When the chief baker saw that the interpretation was good, he said to Joseph, I also was in my dream, and, behold, three baskets of white bread were on my head.
17 En üstteki sepette firavun için pişirilmiş çeşitli pastalar vardı. Kuşlar başımın üstündeki sepetten pastaları yiyorlardı.”
And in the uppermost basket there was of all manner of baked food for Pharaoh, and the birds ate them out of the basket upon my head.
18 Yusuf, “Bu şu anlama gelir” dedi, “Üç sepet üç gün demektir.
And Joseph answered and said, This is the interpretation of it: The three baskets are three days.
19 Üç gün içinde firavun seni zindandan çıkarıp ağaca asacak. Kuşlar etini yiyecekler.”

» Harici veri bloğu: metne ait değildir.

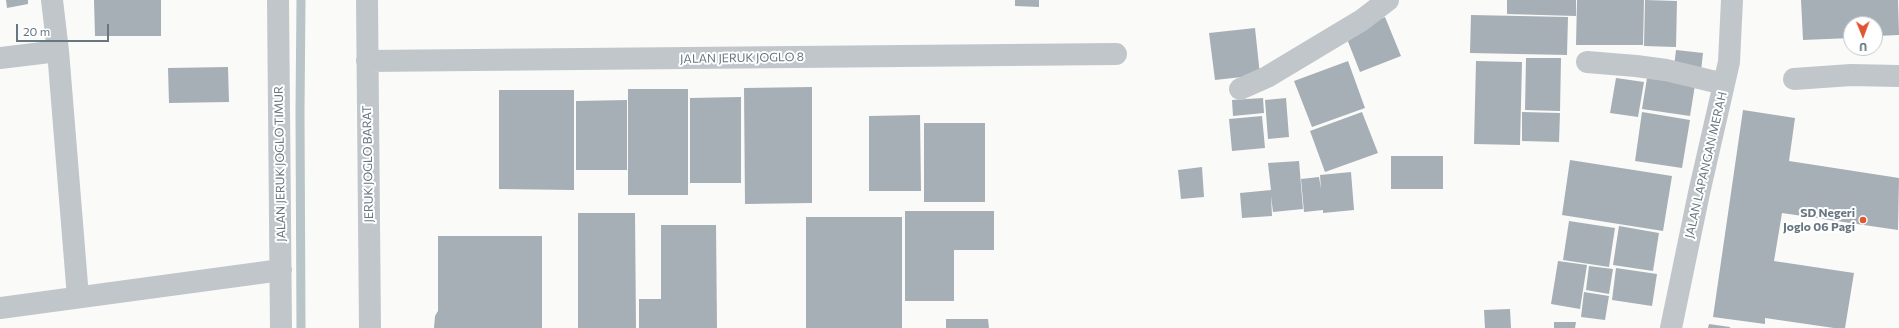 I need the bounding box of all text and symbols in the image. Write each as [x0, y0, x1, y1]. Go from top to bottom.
scale bar [18, 16, 111, 42]
north arrow [1843, 16, 1883, 56]
text: 20 m [23, 24, 50, 38]
text: U [1859, 41, 1867, 54]
street label: JALAN JERUK JOGLO 8 [680, 50, 804, 66]
street label: JALAN JERUK JOGLO TIMUR [271, 86, 289, 242]
street label: JALAN LAPANGAN MERAH [1682, 90, 1730, 240]
street label: JERUK JOGLO BARAT [360, 105, 376, 223]
place label: SD Negeri Joglo 06 Pagi [1783, 206, 1855, 234]
marker: SD Negeri Joglo 06 Pagi [1858, 215, 1868, 225] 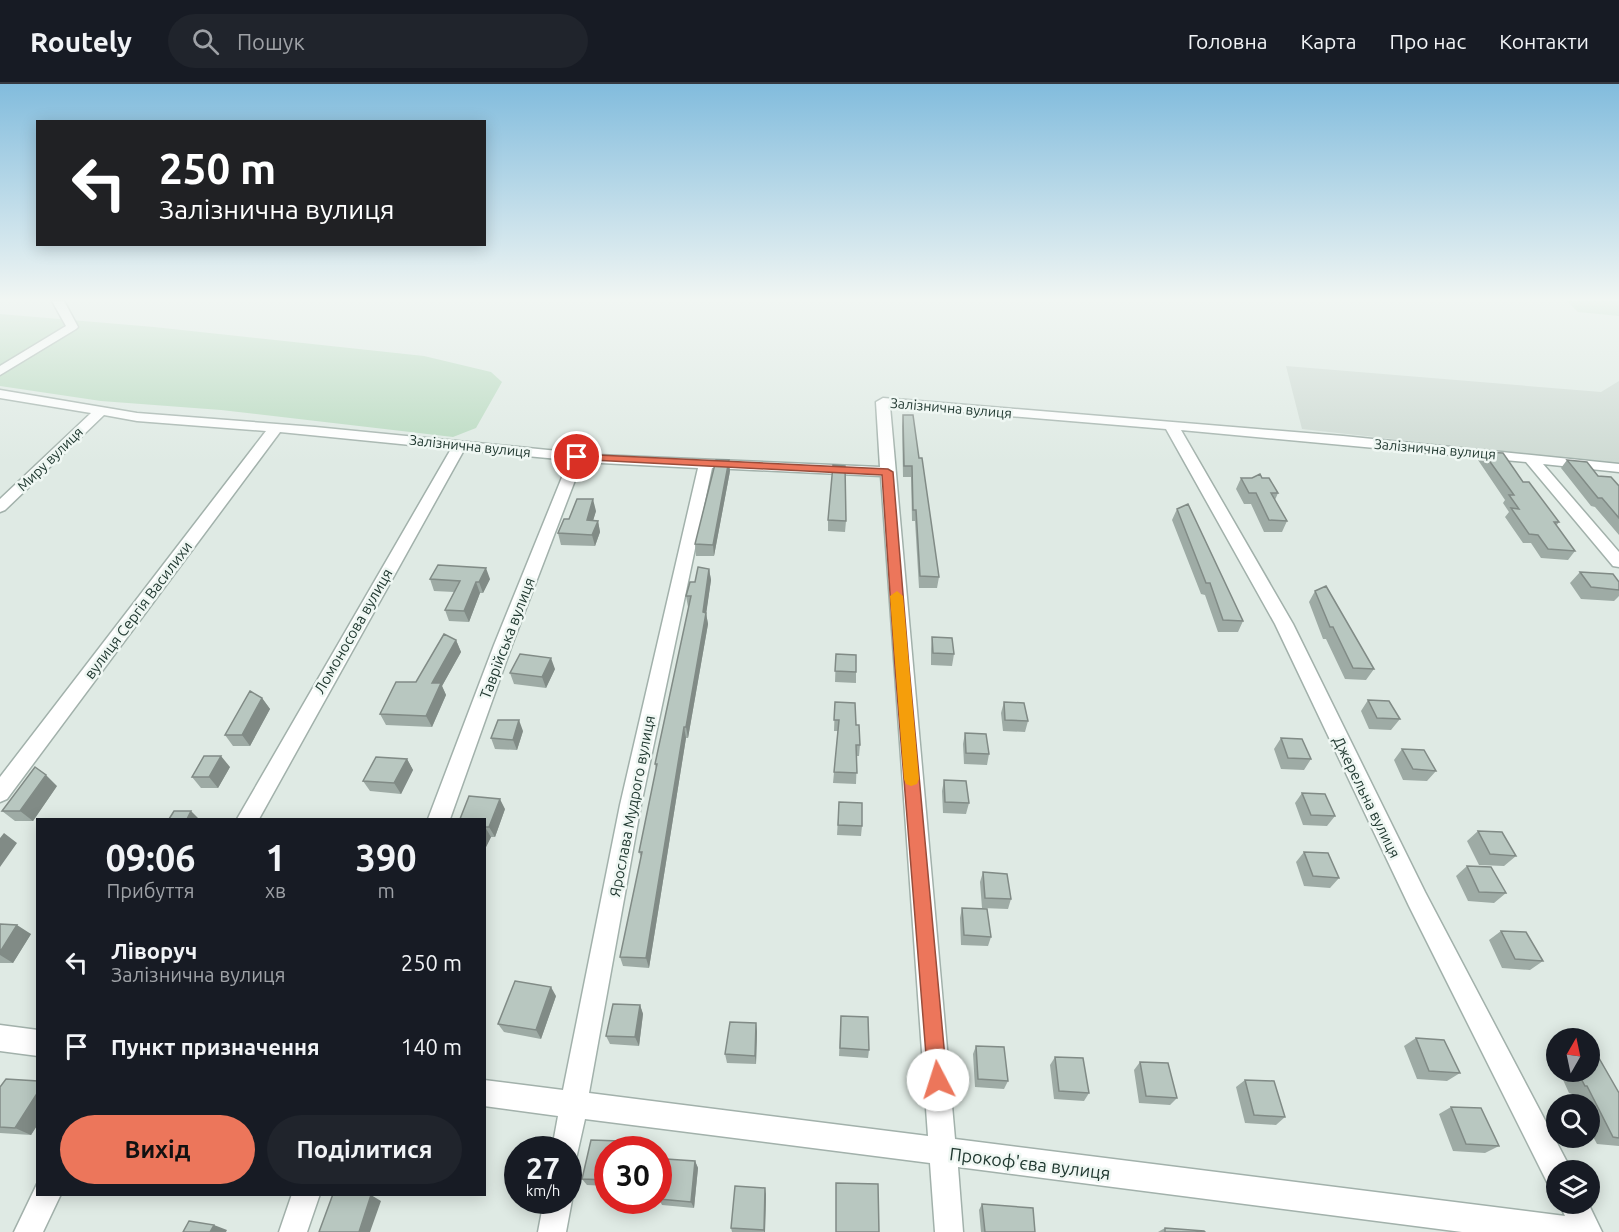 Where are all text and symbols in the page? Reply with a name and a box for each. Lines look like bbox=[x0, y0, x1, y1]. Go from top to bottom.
search box bbox=[168, 14, 588, 68]
icon: search bbox=[189, 25, 222, 58]
text: Routely bbox=[30, 26, 132, 57]
text: Пошук bbox=[237, 29, 305, 54]
text: Головна bbox=[1188, 29, 1268, 53]
text: Карта bbox=[1301, 29, 1356, 53]
text: Про нас bbox=[1389, 29, 1466, 53]
text: Контакти bbox=[1499, 29, 1589, 53]
icon: left bbox=[60, 144, 138, 222]
text: 250 m bbox=[159, 145, 276, 192]
text: Залізнична вулиця bbox=[159, 194, 395, 224]
street label: Залізнична вулиця bbox=[889, 395, 1013, 421]
street label: Миру вулиця bbox=[14, 424, 86, 494]
pin bbox=[551, 431, 602, 482]
street label: Залізнична вулиця bbox=[408, 432, 532, 460]
street label: Залізнична вулиця bbox=[1373, 436, 1497, 462]
icon: arrive bbox=[560, 440, 593, 473]
street label: вулиця Сергія Василихи bbox=[81, 538, 195, 682]
street label: Ломоносова вулиця bbox=[310, 566, 396, 696]
street label: Таврійська вулиця bbox=[476, 575, 538, 701]
street label: Ярослава Мудрого вулиця bbox=[606, 714, 658, 898]
street label: Джерельна вулиця bbox=[1330, 733, 1404, 861]
text: 09:06 bbox=[105, 837, 196, 878]
text: 1 bbox=[265, 837, 286, 878]
text: 390 bbox=[356, 837, 417, 878]
text: Прибуття bbox=[106, 879, 195, 902]
text: хв bbox=[265, 879, 286, 902]
text: m bbox=[377, 879, 395, 902]
text: Ліворуч bbox=[111, 938, 197, 963]
icon: left bbox=[60, 946, 93, 979]
text: 250 m bbox=[401, 950, 462, 975]
text: Залізнична вулиця bbox=[111, 963, 285, 986]
north arrow bbox=[1546, 1028, 1600, 1082]
map controls bbox=[1546, 1028, 1600, 1214]
icon: arrive bbox=[60, 1030, 93, 1063]
text: Пункт призначення bbox=[111, 1034, 320, 1059]
text: 140 m bbox=[401, 1034, 462, 1059]
position arrow bbox=[906, 1048, 970, 1112]
button: search bbox=[1546, 1094, 1600, 1148]
button: Вихід bbox=[60, 1115, 255, 1184]
button: Поділитися bbox=[267, 1115, 462, 1184]
speed limit sign: 30 bbox=[594, 1136, 672, 1214]
street label: Прокоф'єва вулиця bbox=[948, 1143, 1112, 1183]
text: 27 bbox=[526, 1151, 560, 1185]
button: layers bbox=[1546, 1160, 1600, 1214]
text: km/h bbox=[526, 1182, 560, 1199]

Within yet three days Pharaoh shall lift up thy head from off thee, and shall hang thee on a tree, and the birds shall eat thy flesh from off thee.
20 Üç gün sonra, firavun doğum gününde bütün görevlilerine bir şölen verdi. Görevlilerinin önünde baş sakisiyle fırıncıbaşını zindandan çıkardı.
And it came to pass the third day, which was Pharaoh's birthday, that he made a feast to all his servants. And he lifted up the head of the chief butler and the head of the chief baker among his servants.
21 Yusuf'un yaptığı yoruma uygun olarak baş sakisini eski görevine atadı. Baş saki firavuna şarap sunmaya başladı. Ama firavun fırıncıbaşını astırdı.
And he restored the chief butler to his butlership again, and he gave the cup into Pharaoh's hand,
but he hanged the chief baker, as Joseph had interpreted to them.
23 Gelgelelim, baş saki Yusuf'u anımsamadı, unuttu gitti.
Yet the chief butler did not remember Joseph, but forgot him.